For each line in the data below that holds "rows", return a copy.

━━━━━ The input

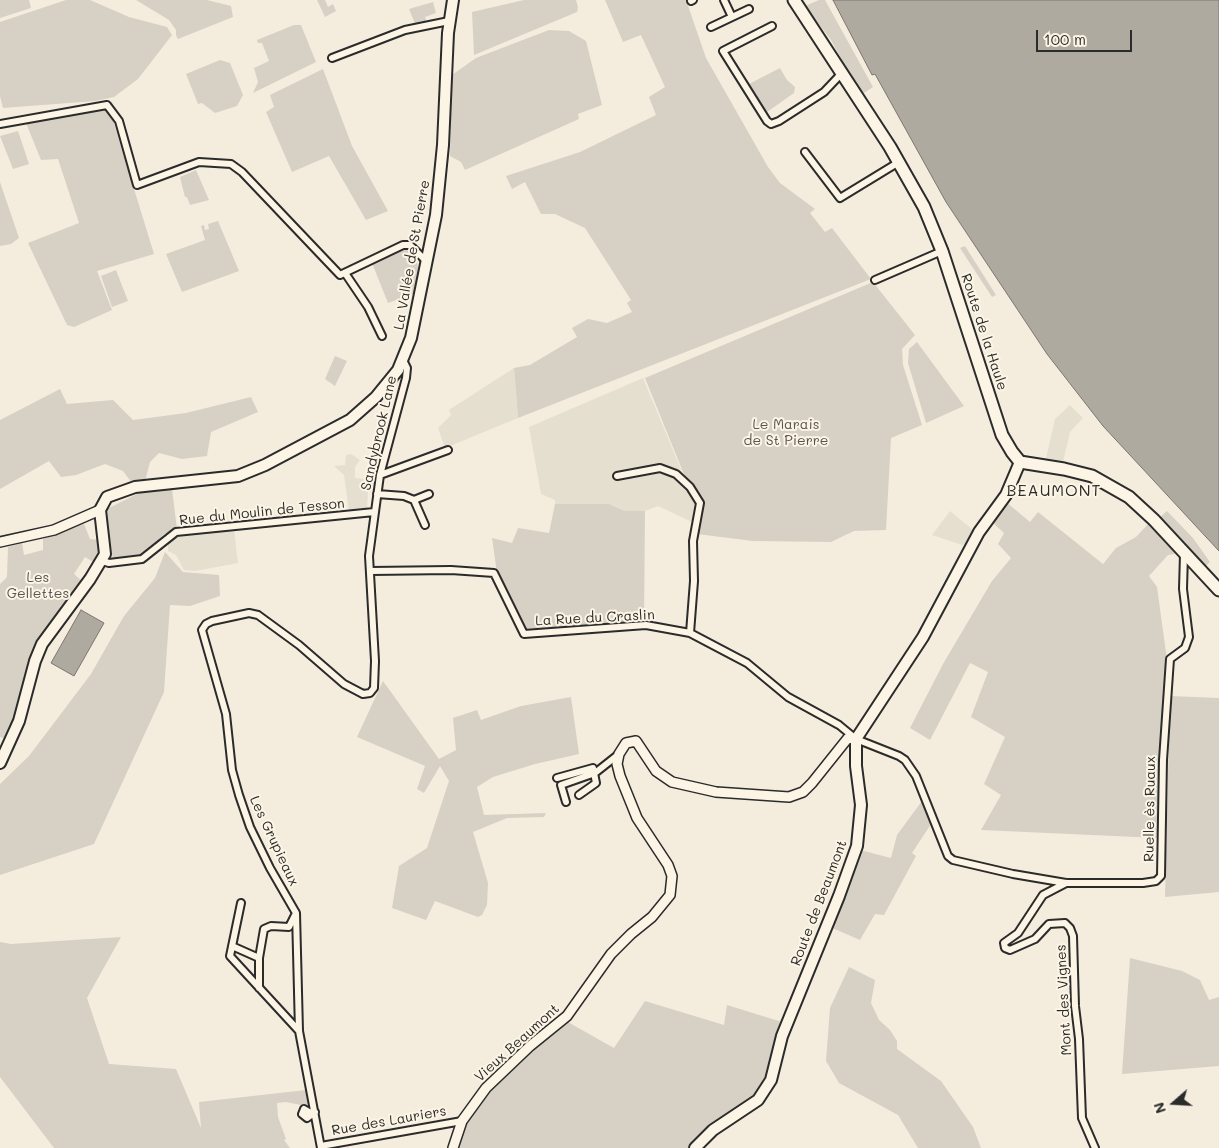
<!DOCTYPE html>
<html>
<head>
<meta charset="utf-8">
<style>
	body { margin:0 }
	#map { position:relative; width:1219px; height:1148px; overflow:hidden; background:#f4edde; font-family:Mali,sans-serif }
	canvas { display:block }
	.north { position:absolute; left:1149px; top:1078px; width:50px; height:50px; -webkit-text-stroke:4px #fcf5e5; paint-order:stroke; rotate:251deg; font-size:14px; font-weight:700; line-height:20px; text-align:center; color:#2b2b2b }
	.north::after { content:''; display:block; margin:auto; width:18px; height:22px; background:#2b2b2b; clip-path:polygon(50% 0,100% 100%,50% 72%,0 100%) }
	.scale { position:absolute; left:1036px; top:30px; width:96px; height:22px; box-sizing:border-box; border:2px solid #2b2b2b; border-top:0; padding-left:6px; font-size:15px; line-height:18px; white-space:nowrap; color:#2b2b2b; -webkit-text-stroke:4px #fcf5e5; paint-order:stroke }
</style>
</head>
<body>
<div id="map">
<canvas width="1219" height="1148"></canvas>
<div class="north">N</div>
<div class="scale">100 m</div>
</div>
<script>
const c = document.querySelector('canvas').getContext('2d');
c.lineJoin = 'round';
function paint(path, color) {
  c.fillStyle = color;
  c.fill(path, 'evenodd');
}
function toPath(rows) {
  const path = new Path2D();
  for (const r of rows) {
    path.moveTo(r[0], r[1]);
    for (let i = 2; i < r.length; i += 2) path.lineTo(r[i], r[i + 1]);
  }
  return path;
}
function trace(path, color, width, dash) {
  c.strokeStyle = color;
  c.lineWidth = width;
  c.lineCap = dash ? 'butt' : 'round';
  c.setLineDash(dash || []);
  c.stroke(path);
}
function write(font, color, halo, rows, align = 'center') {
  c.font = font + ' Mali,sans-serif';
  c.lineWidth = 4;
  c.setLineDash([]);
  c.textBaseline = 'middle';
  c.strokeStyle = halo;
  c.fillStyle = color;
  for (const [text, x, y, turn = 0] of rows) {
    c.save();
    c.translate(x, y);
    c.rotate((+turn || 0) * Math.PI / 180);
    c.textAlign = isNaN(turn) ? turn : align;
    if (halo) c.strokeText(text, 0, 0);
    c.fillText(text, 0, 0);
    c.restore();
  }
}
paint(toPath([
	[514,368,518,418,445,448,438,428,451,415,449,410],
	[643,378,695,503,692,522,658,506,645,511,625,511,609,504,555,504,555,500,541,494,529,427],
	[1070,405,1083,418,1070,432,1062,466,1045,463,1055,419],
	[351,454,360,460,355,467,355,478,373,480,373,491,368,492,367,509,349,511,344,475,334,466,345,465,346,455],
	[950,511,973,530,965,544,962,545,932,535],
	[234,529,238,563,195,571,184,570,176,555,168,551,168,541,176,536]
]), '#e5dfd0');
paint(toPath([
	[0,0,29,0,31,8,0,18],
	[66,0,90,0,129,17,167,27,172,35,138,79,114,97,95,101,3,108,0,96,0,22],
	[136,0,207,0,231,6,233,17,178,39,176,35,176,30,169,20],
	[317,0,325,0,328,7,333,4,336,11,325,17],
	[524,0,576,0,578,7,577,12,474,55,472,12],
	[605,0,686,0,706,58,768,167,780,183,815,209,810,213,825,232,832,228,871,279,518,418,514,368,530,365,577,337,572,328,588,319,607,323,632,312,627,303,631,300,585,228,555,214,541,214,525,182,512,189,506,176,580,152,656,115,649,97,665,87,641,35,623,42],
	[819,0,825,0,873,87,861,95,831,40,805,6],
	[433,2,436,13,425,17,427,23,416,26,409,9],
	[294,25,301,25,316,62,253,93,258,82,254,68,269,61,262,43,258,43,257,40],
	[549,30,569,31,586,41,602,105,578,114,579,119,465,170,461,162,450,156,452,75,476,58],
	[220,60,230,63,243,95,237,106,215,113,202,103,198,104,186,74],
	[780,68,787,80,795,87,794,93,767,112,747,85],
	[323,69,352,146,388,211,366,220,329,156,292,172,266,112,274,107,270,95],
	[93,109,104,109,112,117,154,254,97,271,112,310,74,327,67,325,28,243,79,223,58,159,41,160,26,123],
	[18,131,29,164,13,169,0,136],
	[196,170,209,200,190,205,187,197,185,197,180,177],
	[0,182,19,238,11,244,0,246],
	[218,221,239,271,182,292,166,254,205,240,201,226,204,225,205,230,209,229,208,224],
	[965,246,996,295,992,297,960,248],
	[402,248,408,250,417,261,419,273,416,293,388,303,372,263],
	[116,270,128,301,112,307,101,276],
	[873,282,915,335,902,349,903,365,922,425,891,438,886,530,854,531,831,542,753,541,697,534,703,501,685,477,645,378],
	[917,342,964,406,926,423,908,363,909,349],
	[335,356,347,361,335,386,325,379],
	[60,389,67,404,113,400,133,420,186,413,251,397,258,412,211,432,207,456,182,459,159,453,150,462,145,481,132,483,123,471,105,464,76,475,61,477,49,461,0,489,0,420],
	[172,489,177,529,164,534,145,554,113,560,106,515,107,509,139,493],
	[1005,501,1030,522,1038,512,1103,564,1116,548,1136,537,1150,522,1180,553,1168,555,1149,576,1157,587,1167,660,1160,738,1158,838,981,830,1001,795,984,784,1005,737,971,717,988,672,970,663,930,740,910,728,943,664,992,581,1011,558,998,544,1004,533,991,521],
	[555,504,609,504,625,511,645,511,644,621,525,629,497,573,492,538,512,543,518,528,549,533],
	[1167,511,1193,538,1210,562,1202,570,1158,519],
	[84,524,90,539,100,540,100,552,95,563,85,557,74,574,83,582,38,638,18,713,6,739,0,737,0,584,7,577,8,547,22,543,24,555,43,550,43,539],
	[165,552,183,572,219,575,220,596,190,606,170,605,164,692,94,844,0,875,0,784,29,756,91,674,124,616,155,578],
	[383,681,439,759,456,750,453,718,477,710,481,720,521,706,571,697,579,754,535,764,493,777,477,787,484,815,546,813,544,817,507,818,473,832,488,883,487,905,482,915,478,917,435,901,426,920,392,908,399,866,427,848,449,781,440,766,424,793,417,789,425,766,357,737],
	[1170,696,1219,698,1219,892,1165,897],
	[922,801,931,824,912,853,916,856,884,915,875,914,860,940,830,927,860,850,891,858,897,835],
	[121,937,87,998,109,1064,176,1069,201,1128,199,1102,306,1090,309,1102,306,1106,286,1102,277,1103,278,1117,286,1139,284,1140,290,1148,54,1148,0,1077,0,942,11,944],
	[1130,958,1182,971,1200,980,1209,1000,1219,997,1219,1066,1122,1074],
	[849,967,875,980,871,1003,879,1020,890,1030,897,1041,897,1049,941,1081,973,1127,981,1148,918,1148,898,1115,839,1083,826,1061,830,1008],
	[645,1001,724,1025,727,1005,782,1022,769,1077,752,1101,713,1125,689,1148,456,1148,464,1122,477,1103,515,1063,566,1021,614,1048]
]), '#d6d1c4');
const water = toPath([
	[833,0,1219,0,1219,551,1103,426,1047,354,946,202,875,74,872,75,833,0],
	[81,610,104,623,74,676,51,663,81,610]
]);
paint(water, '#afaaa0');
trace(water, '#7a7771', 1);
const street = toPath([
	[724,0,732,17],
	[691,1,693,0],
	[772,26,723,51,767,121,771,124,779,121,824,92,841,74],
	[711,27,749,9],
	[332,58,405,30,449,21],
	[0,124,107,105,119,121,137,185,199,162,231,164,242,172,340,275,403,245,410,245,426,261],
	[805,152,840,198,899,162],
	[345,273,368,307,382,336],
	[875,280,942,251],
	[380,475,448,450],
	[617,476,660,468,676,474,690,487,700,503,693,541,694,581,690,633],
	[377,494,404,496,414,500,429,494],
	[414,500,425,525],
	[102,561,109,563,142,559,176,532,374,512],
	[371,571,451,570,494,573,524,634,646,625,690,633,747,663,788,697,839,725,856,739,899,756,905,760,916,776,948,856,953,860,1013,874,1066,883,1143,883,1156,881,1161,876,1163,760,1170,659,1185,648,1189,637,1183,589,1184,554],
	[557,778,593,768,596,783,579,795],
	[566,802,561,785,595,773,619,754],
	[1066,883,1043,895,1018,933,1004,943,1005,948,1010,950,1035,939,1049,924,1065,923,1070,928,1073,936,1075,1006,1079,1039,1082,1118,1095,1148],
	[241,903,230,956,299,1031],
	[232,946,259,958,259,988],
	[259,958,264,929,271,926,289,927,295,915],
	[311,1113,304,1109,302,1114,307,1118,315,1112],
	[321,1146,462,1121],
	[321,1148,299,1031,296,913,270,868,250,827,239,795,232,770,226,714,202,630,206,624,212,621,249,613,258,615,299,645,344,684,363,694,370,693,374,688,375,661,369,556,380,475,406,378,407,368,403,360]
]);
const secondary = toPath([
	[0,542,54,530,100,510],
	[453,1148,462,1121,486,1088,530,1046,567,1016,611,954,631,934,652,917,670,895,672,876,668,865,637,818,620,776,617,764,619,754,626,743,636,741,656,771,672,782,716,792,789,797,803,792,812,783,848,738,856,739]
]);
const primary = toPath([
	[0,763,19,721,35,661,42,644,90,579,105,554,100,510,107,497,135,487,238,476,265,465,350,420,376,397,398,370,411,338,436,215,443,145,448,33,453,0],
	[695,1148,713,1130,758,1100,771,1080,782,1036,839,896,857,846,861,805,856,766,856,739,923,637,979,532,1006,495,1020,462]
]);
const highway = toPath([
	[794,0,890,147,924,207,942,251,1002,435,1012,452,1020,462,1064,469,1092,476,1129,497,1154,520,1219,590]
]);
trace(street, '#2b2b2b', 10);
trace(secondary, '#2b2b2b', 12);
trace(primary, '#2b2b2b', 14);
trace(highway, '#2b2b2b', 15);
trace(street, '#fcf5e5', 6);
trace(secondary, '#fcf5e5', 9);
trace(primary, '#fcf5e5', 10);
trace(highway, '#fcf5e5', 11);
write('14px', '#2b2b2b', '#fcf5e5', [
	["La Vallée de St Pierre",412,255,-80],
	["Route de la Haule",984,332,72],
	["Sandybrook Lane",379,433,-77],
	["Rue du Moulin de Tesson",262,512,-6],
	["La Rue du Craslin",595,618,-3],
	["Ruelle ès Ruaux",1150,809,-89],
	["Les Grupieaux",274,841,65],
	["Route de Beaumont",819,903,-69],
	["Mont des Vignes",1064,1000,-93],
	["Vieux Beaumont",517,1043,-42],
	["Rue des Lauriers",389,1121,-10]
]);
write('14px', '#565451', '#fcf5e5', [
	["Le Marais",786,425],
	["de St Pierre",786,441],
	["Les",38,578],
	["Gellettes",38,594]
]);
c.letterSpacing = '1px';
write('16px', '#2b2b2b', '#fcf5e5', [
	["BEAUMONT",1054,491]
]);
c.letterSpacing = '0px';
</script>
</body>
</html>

━━━━━━━━━━

- **Answer to this exercise**:
function toPath(rows) {
  for (const r of rows) {
function write(font, color, halo, rows, align = 'center') {
  for (const [text, x, y, turn = 0] of rows) {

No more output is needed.